__Data shown__:
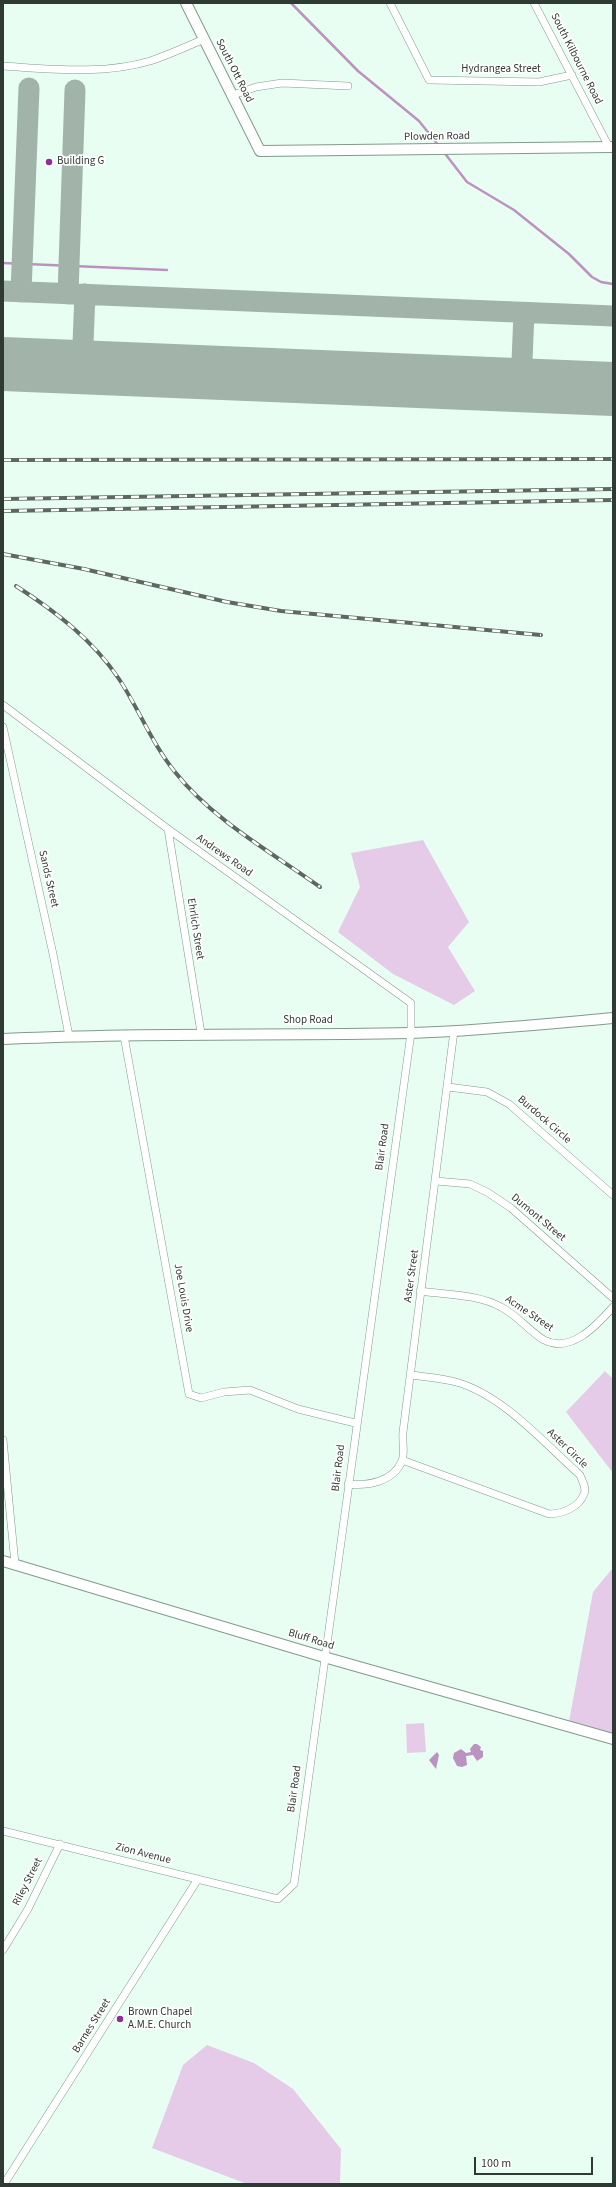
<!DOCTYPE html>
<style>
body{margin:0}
#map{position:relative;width:616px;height:2187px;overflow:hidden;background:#e9fef2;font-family:"Source Sans 3",sans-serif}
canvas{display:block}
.frame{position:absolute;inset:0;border:4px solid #303a34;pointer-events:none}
.scale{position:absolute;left:474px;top:2157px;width:119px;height:18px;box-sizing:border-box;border:2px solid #303a34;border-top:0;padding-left:5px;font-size:12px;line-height:14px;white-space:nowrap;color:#303a34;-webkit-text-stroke:3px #fff;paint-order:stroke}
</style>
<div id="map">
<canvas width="616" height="2187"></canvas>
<div class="frame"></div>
<div class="scale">100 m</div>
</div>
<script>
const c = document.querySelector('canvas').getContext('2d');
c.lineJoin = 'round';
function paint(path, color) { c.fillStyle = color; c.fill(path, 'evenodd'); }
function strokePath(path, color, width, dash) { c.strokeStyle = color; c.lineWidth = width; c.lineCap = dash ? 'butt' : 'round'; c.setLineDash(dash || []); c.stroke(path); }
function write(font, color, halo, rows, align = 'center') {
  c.font = font + ' "Source Sans 3",sans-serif'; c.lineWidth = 3.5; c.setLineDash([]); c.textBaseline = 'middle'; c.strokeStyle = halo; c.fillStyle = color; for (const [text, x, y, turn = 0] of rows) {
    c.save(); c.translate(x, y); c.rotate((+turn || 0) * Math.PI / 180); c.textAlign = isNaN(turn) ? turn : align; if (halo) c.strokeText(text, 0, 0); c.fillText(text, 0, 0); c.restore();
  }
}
const green = new Path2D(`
 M423 840 469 922 448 947 475 991 454 1005 393 974 338 932 360 887 351 853Z
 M605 1371 613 1379V1473L566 1412Z
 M611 1570H613V1739L568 1727 593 1592Z
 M424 1723 426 1752 407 1753 406 1724Z
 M207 2045 254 2063 293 2089 341 2149 340 2184H247L152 2148 183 2065Z`);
const water = new Path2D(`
 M474 1744H477L481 1747 480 1750 483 1751V1757L477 1761 473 1755 466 1756 467 1765 462 1767 457 1766 453 1758 454 1753 461 1749 466 1753 471 1752 470 1749Z
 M437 1752 439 1755 436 1769 429 1760Z`);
const stream = new Path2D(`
 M291 3 358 71 419 121 439 146
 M443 151 467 182 514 210 569 254 592 277 601 282 613 284
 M3 263 167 270`);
const taxiway = new Path2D(`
 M3 291 613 316
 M21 292 29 88
 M68 294 75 90
 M82 367 85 294
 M521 385 524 313`);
const runway = new Path2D(`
 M3 364 613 389`);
const street = new Path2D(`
 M390 3 429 80 539 82 572 75
 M534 3 609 147
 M3 66C51 69 103 75 150 61 168 55 186 47 204 39
 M233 95 256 87 282 83 348 86
 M3 705 168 829 411 1003V1033L294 1884 278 1899 3 1831
 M3 727 53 954 69 1036
 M168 829 201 1033
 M124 1036 189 1394 201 1398 224 1392 250 1390 298 1409 355 1423
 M448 1087 487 1092 509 1104 613 1195
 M436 1181 470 1184 487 1192 511 1208 613 1298
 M420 1291C447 1295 477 1294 501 1307 517 1315 530 1332 544 1340 571 1354 597 1325 613 1307
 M3 1440 15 1564
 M402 1460 549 1514C561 1514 579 1508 584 1494 587 1488 582 1481 580 1475 545 1444 503 1395 456 1382 442 1378 426 1377 411 1375
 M348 1484C368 1486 393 1482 402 1461 405 1454 402 1440 403 1432L454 1031
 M3 1950 28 1909 60 1844
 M4 2184 198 1879`);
const secondary = new Path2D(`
 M186 3 260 151 613 147
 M3 1039C139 1032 275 1036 411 1033 478 1031 546 1024 613 1018
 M3 1561 324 1657 613 1739`);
const rail = new Path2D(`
 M3 460 613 459
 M3 499 613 489
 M3 511 613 500
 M3 554 84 569 227 602 281 611 541 635
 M16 586C55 611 93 640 119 679 139 709 152 744 175 772 213 820 271 852 320 887`);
const markers = [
 [49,162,4,"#8e2e97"],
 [120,2019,4,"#8e2e97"]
];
const streetNames = [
 ["South Kilbourne Road",576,59,63],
 ["Hydrangea Street",501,70],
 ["South Ott Road",234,71,63],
 ["Plowden Road",437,137,-1],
 ["Andrews Road",224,856,35],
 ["Sands Street",48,879,77],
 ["Ehrlich Street",195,929,81],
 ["Shop Road",308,1021],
 ["Burdock Circle",544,1120,41],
 ["Blair Road",383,1147,-82],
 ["Dumont Street",538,1218,40],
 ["Aster Street",412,1276,-82],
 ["Joe Louis Drive",183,1298,80],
 ["Acme Street",529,1314,34],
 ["Aster Circle",567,1449,44],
 ["Blair Road",339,1468,-83],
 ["Bluff Road",311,1640,17],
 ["Blair Road",295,1789,-82],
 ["Zion Avenue",143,1854,14],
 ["Riley Street",28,1882,-63],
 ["Barnes Street",92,2026,-58]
];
const poiNames = [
 ["Building G",57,162],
 ["Brown Chapel",128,2013],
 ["A.M.E. Church",128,2026]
];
paint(green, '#e6cbe8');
paint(water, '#bc92c0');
strokePath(stream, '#bc92c0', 2.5);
strokePath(taxiway, '#a2b4aa', 21);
strokePath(runway, '#a2b4aa', 54);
strokePath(street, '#819a8c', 8);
strokePath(secondary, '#819a8c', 12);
strokePath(street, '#fff', 7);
strokePath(secondary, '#fff', 10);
strokePath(rail, '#5c6961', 4);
strokePath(rail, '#fff', 2.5, [8]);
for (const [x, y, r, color] of markers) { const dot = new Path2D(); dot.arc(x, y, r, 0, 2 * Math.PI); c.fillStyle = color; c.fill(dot); strokePath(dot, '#fff', 1.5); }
write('11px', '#303a34', '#fff', streetNames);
write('11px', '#303a34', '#fff', poiNames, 'left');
</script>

__Work required__:
Scan the data above for the word "align", then copy every line that holds it.

__Solution__:
function write(font, color, halo, rows, align = 'center') {
    c.save(); c.translate(x, y); c.rotate((+turn || 0) * Math.PI / 180); c.textAlign = isNaN(turn) ? turn : align; if (halo) c.strokeText(text, 0, 0); c.fillText(text, 0, 0); c.restore();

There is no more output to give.